Szlagier w Kędzierzynie-Koźlu, będzie nowy lider? - przed 11. kolejką PlusLigi

11. kolejka PlusLigi przyniesie szlagierową potyczkę ZAKSY Kędzierzyn-Koźle z PGE Skrą Bełchatów. Stawką pojedynku będzie pozycja lidera. ZAKSA, aby ją zachować, musi po prostu wygrać, ale jeśli to podopieczni Jacka Nawrockiego zwyciężą za trzy punkty, wskoczą na szczyt

Ag Sta
Ag Sta

Lotos Trefl Gdańsk - Delecta Bydgoszcz, piątek, godz. 20.00

Obie drużyny rywalizują w tym sezonie o zgoła odmienne cele. Trefl, po powrocie do PlusLigi, walczy o utrzymanie, w czym ma mu pomóc ostatnia zmiana na stanowisku trenera. Gdańszczanie wygrali do tej pory tylko dwa mecze, ale raczej nie powiększą swojego dorobku po piątkowym starciu. Delekta bowiem w tym sezonie spisuje się bardzo dobrze. Wciąż trzyma kontakt z czołówką i aby nie stracić dystansu do najlepszych z pewnością nie może sobie pozwolić na porażki z niżej notowanymi przeciwnikami.

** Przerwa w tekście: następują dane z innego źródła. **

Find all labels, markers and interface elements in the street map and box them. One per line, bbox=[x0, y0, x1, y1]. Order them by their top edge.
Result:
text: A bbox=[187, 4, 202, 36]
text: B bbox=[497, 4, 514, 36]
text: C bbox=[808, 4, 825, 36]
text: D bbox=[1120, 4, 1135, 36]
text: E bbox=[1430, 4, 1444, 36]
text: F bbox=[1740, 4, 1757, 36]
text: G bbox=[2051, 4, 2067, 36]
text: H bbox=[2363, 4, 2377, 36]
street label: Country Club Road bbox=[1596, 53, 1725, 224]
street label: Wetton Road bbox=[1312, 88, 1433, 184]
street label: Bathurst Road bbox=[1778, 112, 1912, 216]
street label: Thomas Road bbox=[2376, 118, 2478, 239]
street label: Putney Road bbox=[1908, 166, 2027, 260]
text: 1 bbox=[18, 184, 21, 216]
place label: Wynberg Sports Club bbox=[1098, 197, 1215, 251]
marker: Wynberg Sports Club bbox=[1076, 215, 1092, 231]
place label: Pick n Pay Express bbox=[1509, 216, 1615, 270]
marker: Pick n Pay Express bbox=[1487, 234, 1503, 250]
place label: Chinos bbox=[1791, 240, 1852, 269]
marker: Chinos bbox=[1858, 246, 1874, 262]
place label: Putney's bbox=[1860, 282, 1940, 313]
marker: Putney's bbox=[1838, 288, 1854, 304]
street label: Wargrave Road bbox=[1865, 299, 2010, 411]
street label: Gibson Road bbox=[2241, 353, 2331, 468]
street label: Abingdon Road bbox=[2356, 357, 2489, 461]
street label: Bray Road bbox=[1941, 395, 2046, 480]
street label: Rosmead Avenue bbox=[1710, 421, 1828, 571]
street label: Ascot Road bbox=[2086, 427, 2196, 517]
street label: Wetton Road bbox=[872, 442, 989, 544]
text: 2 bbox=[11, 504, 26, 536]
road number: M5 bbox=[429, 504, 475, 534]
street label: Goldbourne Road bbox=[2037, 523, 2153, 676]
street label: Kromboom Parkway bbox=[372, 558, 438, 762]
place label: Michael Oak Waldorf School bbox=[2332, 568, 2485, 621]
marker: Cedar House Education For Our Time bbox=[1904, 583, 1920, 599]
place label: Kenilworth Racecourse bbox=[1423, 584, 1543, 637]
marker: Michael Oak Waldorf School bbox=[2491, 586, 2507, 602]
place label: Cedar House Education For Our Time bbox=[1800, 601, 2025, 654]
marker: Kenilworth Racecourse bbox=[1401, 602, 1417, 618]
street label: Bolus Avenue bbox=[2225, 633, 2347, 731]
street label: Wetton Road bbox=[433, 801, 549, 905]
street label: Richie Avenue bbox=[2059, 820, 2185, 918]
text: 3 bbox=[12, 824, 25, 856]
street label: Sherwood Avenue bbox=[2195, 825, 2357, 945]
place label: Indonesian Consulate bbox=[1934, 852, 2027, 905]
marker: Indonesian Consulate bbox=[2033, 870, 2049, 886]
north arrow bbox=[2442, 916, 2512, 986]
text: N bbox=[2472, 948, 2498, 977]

AZS Politechnika Warszawska - Jastrzębski Węgiel, sobota, godz. 14.30

Zarówno Politechnika jak i Jastrzębski Węgiel przystąpią do tego pojedynku w dobrych nastrojach. Akademicy zakończyli udanie rok, zyskując punkt w starciu z faworyzowaną Delektą, a  w czwartek zrobili znaczący krok w kierunku awansu do kolejnej rundy Pucharu Challenge. Jastrzębianie, którzy nie grają w europejskich pucharach, po zwycięstwie 3:0 z Tytanem AZS pod koniec grudnia, w styczniu zapewnili sobie awans do finałów Pucharu Polski. Podopieczni Lorenzo Bernardniego są oczywiście faworytem pojedynku i powtórzenie wyniku z pierwszej części sezonu (3:1) wydaje się bardzo prawdopodobne.

Asseco Resovia Rzeszów - Fart Kielce, sobota, godz. 17.00

W historii potyczek obu drużyn w PlusLidze Resovia jeszcze nie przegrała i nie zanosi się na to, by porażki doznała również w sobotę. Stawką tego pojedynku jest jednak nie tylko zwycięstwo, ale również utrata jak najmniejszej ilości sił. Styczeń dla rzeszowian jest bowiem niezwykle pracowity i każdy rozegrany set mniej będzie na wagę złota. - Rywale mają trochę czasu, żeby się dobrze przygotować i jestem pewien, że szykują się na nas wiedząc, jaką mamy dużą intensywność grania - mówił przed tym spotkaniem na łamach magazynu "Re" statystyk Resovii, Michał Mieszko Gogol.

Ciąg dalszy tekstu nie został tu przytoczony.